» **WHAT YOU SHOULD DO**:
Go through the lines below. Copy those with "userSpaceOnUse".

━━━━━ EXERCISE MATERIAL

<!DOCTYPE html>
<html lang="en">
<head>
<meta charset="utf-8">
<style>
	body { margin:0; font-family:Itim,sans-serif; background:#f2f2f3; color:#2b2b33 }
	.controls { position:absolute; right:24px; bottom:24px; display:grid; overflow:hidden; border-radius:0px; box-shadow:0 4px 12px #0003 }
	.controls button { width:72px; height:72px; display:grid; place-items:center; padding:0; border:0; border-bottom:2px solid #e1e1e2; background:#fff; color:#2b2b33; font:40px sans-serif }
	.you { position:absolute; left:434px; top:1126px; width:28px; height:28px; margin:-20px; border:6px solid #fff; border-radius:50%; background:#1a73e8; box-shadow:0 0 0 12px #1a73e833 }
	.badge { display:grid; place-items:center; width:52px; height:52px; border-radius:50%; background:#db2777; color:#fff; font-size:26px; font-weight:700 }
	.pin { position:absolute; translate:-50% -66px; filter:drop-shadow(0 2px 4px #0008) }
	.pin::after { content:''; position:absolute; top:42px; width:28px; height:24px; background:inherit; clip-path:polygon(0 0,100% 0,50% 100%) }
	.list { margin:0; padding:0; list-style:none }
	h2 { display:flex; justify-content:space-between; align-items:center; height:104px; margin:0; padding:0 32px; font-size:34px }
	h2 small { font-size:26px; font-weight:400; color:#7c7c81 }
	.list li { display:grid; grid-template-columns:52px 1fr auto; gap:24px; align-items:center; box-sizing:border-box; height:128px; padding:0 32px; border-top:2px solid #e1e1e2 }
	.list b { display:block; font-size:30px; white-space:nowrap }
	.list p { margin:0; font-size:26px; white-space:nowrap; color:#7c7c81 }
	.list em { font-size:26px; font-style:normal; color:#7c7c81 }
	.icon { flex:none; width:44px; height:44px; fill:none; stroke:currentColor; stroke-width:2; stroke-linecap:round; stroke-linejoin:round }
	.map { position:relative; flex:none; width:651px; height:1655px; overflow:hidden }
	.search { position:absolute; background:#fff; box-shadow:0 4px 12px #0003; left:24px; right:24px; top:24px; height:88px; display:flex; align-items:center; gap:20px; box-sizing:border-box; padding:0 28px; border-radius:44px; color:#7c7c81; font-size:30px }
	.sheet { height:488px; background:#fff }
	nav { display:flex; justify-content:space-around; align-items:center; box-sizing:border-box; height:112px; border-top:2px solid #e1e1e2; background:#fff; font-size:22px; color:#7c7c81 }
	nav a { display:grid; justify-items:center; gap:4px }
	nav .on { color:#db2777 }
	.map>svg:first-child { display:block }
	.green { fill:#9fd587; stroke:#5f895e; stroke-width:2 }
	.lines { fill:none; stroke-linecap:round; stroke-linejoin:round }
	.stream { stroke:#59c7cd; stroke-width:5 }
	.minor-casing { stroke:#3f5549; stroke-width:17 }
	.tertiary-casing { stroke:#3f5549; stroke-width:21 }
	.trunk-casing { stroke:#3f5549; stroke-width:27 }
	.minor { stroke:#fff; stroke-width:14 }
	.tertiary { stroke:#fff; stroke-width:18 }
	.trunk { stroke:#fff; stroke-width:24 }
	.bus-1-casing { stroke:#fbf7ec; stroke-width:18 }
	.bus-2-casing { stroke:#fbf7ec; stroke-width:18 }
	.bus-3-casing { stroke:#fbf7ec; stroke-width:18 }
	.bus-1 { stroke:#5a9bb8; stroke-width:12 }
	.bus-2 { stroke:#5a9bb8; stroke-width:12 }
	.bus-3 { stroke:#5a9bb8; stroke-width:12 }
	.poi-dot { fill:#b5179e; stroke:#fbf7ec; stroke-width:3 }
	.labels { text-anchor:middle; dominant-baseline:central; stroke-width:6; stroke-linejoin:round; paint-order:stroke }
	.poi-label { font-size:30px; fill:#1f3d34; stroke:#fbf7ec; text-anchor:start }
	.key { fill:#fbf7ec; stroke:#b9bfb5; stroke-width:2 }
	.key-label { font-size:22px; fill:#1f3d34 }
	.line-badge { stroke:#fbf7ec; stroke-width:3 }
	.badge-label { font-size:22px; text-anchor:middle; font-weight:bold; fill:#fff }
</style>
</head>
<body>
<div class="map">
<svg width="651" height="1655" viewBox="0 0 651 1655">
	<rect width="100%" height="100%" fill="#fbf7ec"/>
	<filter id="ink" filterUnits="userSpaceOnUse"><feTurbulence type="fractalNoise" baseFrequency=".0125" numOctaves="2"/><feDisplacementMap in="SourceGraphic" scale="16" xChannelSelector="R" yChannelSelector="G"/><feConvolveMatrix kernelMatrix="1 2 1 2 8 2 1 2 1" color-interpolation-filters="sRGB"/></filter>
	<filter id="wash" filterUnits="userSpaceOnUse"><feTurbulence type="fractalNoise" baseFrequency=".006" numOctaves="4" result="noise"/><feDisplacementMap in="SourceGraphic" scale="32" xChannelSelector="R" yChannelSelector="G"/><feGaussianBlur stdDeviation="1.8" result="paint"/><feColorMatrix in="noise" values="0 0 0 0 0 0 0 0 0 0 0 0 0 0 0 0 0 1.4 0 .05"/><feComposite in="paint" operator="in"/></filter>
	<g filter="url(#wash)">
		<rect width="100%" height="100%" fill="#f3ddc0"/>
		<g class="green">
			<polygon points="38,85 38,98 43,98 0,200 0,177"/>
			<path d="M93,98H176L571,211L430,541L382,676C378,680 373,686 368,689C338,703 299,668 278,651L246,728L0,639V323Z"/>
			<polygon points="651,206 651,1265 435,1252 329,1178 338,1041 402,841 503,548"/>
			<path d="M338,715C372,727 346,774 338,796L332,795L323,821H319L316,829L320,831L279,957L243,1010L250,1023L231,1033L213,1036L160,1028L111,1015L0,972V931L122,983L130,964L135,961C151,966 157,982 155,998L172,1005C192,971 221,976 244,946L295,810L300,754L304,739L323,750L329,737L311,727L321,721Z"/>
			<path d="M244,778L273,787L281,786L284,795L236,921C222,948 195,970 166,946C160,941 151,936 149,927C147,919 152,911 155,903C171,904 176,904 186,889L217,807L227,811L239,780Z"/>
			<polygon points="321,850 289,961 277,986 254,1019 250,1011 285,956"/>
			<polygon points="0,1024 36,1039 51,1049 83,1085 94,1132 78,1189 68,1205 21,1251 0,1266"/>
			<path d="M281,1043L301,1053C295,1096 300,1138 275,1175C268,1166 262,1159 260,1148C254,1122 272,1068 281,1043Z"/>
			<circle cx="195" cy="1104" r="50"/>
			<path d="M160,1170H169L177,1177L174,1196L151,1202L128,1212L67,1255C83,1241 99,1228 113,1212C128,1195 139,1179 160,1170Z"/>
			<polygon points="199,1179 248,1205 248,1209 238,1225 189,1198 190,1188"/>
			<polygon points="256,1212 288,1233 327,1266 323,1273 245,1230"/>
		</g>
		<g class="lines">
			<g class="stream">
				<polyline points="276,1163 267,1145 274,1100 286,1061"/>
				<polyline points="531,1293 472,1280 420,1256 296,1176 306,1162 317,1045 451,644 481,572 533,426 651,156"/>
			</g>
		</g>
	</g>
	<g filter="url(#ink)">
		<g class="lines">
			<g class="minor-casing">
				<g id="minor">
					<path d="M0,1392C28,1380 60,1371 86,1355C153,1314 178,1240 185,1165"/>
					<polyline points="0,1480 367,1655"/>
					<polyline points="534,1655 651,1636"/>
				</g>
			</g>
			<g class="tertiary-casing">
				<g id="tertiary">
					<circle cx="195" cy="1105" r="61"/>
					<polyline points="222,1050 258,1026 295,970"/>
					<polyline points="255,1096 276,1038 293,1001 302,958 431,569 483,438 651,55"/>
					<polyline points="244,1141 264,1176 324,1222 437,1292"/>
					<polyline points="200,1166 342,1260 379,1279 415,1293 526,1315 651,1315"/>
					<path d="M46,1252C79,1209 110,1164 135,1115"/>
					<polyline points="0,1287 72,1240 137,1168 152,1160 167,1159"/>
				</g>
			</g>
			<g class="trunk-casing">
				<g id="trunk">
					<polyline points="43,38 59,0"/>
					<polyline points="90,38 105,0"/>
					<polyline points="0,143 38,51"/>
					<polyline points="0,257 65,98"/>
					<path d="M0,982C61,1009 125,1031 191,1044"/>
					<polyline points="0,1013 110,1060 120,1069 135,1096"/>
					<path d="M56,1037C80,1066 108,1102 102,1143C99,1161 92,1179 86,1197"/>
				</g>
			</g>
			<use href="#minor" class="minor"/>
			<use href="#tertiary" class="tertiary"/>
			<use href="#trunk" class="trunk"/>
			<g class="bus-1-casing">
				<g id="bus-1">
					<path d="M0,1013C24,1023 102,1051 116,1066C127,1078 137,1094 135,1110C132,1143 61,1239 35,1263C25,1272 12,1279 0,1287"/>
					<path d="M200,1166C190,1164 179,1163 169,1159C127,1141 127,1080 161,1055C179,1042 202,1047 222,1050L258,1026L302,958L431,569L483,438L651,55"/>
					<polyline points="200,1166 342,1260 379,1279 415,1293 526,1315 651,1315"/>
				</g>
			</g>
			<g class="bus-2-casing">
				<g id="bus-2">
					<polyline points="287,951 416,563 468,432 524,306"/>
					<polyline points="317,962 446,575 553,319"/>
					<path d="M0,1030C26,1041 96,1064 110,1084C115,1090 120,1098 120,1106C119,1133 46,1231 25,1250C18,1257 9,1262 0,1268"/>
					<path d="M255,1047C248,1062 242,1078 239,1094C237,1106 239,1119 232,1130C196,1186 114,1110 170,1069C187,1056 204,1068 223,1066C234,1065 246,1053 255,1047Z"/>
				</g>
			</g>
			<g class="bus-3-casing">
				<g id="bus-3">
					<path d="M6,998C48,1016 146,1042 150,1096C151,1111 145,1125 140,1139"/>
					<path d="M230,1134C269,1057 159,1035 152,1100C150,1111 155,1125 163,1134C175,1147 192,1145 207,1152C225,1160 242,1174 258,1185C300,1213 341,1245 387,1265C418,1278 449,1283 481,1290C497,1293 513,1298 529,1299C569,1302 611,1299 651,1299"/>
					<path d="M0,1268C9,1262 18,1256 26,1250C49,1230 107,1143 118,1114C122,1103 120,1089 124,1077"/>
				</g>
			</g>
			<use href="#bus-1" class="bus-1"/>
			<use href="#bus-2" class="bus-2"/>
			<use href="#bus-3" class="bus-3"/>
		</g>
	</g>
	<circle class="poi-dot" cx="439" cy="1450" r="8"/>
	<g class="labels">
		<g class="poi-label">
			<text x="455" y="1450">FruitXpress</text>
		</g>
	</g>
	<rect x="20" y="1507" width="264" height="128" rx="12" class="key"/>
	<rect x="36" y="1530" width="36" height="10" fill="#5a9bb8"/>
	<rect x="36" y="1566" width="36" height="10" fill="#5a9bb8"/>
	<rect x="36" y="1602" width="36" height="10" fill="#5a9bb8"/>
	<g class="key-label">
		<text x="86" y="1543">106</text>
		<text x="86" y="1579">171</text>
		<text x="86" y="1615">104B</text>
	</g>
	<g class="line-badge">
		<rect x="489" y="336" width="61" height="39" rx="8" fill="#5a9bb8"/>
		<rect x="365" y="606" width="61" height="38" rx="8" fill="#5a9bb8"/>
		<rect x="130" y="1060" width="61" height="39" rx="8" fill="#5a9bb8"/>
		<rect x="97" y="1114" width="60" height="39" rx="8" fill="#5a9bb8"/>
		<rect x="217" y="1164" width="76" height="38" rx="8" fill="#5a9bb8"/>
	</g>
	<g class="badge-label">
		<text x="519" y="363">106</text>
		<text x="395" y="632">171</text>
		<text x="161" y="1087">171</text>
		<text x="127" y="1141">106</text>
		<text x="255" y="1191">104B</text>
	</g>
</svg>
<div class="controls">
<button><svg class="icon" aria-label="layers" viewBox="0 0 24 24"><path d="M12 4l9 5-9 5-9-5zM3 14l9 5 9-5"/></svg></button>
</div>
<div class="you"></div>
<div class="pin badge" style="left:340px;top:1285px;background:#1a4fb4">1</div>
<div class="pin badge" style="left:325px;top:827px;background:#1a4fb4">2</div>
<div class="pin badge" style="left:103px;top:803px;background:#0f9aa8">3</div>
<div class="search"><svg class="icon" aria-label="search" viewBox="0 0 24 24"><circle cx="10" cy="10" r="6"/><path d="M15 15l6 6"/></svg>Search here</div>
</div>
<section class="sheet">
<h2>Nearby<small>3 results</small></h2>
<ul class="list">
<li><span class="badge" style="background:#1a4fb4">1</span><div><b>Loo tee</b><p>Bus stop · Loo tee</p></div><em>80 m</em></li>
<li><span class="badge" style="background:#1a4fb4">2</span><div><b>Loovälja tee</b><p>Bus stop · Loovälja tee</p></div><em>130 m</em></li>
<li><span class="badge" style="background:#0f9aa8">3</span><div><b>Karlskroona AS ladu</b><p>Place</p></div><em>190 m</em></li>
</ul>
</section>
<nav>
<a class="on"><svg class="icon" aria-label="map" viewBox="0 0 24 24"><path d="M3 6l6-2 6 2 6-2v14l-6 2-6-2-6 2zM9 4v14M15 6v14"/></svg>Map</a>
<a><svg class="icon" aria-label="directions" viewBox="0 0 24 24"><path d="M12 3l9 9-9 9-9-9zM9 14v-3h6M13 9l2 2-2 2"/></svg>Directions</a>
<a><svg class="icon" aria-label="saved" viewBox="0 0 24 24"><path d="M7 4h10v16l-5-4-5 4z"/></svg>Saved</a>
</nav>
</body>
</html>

━━━━━━━━━━

» **WRITTEN REPLY**:
	<filter id="ink" filterUnits="userSpaceOnUse"><feTurbulence type="fractalNoise" baseFrequency=".0125" numOctaves="2"/><feDisplacementMap in="SourceGraphic" scale="16" xChannelSelector="R" yChannelSelector="G"/><feConvolveMatrix kernelMatrix="1 2 1 2 8 2 1 2 1" color-interpolation-filters="sRGB"/></filter>
	<filter id="wash" filterUnits="userSpaceOnUse"><feTurbulence type="fractalNoise" baseFrequency=".006" numOctaves="4" result="noise"/><feDisplacementMap in="SourceGraphic" scale="32" xChannelSelector="R" yChannelSelector="G"/><feGaussianBlur stdDeviation="1.8" result="paint"/><feColorMatrix in="noise" values="0 0 0 0 0 0 0 0 0 0 0 0 0 0 0 0 0 1.4 0 .05"/><feComposite in="paint" operator="in"/></filter>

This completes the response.